How much were you interrogated? Were you mistreated at all?

I was beaten on the evening of my arrest for engaging in passive resistance. The occasional cuff was administered by my first interrogator but the last pair were gentlemen, sophisticated and enough in control of their questioning to not have to strike me to get answers. Not that hitting me worked. It made me more donkey-headed and unlikely to collaborate. Us Greeks must be won over and convinced to cooperate - beatings make us stubborn.

What did you think of when you were alone?

I dived deep into my past and dredged up memories and images that had lain fallow for years. I went back to childhood a lot and favourite places such as Evia and Aegina, islands to which my parents took me as a child. I relived 'perfect days' and read the Quran, which was the only reading matter the guards provided me with. I sang old Greek leftist resistance songs, which I had been taught at school, and watched the shifting daylight reflect off the bars of the window. I counted the journo friends I had in every Greek TV and print outlet and wondered what they were doing about my case in their media...

You were the only foreign reporter arrested but many Iranian bloggers and press people were also rounded up.
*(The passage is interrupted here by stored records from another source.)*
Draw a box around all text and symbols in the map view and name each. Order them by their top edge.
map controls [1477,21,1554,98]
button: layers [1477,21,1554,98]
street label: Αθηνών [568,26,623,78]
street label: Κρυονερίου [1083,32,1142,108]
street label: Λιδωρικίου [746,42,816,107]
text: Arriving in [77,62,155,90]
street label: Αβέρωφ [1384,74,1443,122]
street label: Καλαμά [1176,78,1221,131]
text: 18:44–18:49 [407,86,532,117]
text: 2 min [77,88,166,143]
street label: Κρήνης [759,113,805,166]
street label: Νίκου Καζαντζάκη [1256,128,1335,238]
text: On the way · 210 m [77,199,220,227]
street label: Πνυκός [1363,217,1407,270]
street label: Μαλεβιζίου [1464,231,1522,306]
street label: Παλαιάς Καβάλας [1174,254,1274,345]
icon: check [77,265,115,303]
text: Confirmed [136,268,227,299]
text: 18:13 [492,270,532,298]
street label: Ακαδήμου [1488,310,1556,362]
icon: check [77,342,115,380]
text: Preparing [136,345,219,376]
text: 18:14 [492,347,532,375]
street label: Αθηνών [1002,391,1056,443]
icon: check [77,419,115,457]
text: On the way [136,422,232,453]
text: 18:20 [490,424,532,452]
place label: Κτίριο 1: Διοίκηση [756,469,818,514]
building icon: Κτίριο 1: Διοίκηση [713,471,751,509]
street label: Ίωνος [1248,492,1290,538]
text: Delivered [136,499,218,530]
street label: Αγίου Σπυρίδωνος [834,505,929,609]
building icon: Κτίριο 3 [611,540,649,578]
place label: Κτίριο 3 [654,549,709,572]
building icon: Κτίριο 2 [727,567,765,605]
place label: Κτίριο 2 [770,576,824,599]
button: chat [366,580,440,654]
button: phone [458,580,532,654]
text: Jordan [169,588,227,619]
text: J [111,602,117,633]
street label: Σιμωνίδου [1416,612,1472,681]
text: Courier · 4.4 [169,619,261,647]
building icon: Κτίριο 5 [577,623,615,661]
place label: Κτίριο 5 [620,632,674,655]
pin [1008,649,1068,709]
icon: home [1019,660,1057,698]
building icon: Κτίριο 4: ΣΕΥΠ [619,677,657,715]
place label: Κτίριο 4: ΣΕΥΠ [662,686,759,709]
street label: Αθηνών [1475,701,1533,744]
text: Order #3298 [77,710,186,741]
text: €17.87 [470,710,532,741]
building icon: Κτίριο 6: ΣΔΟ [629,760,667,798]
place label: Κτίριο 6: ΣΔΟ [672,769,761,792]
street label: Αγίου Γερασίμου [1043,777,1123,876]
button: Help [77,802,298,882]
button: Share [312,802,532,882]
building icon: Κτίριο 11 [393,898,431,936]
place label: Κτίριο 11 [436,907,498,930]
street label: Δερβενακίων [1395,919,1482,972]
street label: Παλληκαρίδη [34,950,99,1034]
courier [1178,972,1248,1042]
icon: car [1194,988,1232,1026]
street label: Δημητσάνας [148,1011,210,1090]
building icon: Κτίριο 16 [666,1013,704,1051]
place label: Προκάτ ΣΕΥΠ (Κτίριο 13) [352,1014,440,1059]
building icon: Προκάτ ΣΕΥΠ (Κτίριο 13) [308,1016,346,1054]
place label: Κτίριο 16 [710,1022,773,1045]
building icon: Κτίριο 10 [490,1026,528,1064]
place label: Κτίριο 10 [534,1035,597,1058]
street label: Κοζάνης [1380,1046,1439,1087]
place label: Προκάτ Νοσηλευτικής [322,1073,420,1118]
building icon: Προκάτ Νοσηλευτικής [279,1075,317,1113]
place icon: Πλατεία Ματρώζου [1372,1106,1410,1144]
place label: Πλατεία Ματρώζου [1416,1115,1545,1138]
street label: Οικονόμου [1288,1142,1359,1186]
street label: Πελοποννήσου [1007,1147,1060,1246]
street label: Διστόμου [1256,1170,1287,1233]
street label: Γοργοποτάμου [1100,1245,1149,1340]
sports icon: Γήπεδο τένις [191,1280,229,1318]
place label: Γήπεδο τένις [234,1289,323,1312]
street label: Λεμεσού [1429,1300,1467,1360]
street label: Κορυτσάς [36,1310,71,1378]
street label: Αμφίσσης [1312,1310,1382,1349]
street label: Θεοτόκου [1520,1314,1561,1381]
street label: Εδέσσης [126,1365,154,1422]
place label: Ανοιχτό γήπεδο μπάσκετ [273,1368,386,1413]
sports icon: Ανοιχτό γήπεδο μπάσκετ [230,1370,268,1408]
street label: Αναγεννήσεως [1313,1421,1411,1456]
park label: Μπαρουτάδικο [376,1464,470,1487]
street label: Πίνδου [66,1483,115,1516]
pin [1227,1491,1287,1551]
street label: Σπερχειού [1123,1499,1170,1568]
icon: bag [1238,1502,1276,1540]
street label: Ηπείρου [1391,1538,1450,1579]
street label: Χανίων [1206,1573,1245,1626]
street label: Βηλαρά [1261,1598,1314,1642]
Where you held together and what are your hopes for their freedom?

I was in isolation throughout. But from the educated tenor of the prisoners' voices that I heard from my cell during mealtimes, I could judge that I was probably surrounded by political prisoners and was not in a criminal ward. They lack the support that I had as a foreign citizen and also the good treatment afforded by captors worried about their testimonies when they are returned to society. I pray for their release. No one should have to suffer those conditions merely for a set of political beliefs.

What are your thoughts about the Iranian situation now, especially since it's been knocked off the news (in the U.S. at least) by the death of Michael Jackson?

It's an internal Iranian political affair that will be resolved by the Iranians themselves. The West should not wade into it. I'm a great fan of natural evolution. When a society is ready in its majority, it will shift.

You've got a long and deep connection with the country. Do you think you'll ever go back to Iran? Will you even be allowed back?

I was not told that I won't be allowed back and I certainly have thoroughly been filtered now by the Intelligence Ministry for them to know exactly who I am. I love Iran and have lived, loved and laughed there. It has shaped me as a person in a way that only my home country and my British education have managed. But before going back I'd like to have an assurance that I won't be arrested again.

You're quite the quintessential nomad, how did coming home this time feel?

It wasn't so much the coming home as the walking under clear blue skies without a blindfold on and a guard steering you that was a breath of fresh air. Freedom never felt so good. You don't know how good it is until you've lost it.